→ ASSIGNMENT
Every line of the records below that holds the word "Brampton" should be copied out.

→ ENTRIES SHOWN
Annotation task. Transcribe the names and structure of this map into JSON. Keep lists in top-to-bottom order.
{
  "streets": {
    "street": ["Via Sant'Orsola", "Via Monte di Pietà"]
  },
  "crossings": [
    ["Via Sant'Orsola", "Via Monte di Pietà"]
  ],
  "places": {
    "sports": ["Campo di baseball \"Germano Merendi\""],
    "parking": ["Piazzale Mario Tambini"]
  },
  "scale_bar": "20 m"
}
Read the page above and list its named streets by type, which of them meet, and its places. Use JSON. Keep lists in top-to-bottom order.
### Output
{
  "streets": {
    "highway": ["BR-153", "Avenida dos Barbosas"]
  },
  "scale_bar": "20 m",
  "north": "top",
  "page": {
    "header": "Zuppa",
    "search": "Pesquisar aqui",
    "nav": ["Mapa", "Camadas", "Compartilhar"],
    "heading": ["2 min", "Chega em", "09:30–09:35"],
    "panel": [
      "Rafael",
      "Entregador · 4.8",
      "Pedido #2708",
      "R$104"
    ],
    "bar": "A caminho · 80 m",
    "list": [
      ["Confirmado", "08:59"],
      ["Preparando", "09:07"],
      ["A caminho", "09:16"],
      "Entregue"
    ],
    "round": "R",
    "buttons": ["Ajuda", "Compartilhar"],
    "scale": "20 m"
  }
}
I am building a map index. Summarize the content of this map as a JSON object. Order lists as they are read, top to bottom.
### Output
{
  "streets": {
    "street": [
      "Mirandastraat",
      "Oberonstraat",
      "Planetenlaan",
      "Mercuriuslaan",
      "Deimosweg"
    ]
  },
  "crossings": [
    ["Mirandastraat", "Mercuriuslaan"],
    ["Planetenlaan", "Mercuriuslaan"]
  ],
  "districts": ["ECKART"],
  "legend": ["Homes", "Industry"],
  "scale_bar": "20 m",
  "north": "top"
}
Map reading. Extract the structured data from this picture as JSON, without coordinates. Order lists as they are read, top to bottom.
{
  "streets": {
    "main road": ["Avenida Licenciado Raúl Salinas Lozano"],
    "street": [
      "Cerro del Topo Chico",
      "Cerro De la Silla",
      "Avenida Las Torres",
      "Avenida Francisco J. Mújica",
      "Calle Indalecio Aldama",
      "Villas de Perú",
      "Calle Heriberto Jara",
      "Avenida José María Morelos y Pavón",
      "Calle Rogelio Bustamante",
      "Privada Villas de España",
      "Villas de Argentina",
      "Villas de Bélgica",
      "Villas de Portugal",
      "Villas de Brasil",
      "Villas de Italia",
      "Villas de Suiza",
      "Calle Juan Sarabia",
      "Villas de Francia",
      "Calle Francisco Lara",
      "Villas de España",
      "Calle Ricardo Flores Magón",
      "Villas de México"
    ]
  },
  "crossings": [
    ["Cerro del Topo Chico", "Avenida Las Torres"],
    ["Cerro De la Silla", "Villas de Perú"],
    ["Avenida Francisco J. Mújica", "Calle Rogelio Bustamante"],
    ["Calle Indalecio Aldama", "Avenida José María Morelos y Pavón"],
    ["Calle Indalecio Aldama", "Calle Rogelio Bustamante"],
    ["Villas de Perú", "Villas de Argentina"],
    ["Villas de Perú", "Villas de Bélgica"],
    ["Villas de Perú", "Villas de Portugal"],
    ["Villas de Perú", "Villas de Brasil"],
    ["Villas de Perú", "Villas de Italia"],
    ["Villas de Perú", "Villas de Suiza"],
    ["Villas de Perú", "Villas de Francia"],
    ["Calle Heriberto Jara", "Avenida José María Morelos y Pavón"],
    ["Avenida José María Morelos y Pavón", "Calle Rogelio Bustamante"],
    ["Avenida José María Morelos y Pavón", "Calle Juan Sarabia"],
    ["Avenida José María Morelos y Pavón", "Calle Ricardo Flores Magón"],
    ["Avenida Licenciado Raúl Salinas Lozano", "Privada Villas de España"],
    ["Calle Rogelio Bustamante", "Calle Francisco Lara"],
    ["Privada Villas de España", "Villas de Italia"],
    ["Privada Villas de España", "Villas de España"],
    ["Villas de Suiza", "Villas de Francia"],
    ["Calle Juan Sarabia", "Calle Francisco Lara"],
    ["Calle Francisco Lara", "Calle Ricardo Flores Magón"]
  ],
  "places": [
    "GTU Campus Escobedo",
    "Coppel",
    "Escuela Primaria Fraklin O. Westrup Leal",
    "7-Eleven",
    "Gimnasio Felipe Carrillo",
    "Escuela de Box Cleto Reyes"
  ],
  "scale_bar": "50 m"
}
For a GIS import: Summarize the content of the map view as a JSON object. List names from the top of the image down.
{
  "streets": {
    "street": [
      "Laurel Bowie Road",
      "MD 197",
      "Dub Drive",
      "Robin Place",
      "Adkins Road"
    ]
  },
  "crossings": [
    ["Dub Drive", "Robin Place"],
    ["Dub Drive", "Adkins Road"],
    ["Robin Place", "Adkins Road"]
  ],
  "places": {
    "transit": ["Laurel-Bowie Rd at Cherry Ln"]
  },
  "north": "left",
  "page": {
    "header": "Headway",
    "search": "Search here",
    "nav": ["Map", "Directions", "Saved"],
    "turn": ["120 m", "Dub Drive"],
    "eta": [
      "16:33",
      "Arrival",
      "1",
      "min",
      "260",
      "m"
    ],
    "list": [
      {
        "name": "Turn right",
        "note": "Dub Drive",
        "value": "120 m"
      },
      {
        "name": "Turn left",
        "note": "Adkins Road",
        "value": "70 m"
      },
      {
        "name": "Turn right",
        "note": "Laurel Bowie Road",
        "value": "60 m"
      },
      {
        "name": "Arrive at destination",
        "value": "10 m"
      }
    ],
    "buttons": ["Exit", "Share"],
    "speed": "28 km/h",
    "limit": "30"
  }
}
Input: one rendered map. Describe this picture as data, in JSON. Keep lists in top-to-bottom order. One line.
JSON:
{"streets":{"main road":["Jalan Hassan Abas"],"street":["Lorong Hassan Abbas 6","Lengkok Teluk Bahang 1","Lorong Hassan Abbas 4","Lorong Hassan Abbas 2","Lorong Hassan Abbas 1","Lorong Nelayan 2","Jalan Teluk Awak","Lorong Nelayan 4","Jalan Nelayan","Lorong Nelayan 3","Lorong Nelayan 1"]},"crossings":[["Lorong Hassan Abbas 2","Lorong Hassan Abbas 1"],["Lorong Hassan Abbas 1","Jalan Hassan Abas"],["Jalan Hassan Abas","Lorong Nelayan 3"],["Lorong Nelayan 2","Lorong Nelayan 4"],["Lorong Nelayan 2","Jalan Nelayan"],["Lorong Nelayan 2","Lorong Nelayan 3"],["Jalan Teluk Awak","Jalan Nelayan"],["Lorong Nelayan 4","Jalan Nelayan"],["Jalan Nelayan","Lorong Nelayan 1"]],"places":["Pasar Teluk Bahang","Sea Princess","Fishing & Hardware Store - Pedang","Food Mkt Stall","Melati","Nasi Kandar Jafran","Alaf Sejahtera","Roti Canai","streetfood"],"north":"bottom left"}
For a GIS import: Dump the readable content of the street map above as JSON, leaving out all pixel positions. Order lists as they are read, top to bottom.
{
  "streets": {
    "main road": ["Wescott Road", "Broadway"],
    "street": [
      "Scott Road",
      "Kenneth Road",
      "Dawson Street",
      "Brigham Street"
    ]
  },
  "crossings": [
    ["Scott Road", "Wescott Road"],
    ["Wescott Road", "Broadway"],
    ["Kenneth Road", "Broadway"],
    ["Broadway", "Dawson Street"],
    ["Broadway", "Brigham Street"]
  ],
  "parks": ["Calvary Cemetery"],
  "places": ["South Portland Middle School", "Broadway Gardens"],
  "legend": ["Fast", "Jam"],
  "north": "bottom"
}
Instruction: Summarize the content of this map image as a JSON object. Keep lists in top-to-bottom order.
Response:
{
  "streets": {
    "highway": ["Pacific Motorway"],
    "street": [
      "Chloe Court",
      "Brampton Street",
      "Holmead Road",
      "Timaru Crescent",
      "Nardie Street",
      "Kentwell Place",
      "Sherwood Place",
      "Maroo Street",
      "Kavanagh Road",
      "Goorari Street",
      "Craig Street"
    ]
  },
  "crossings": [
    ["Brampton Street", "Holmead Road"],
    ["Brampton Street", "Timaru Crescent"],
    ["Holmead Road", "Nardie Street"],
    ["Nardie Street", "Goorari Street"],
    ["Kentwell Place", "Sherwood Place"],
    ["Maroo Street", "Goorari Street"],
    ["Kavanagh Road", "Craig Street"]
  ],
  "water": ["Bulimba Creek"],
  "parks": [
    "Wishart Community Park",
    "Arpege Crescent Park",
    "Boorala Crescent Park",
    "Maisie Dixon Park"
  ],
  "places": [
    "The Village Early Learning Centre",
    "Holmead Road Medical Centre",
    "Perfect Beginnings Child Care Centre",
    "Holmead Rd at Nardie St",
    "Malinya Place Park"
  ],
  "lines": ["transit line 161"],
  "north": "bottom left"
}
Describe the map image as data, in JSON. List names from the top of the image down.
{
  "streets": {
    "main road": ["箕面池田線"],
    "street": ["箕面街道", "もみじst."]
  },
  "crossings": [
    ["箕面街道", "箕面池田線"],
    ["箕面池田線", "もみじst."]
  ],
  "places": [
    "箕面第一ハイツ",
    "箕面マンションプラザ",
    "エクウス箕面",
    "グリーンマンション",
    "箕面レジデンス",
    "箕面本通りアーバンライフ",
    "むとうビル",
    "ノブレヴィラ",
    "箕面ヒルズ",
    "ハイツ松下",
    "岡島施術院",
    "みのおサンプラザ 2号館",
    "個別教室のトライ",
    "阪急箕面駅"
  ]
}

→ RESPONSE TO THE TASK
      "Brampton Street",
    ["Brampton Street", "Holmead Road"],
    ["Brampton Street", "Timaru Crescent"],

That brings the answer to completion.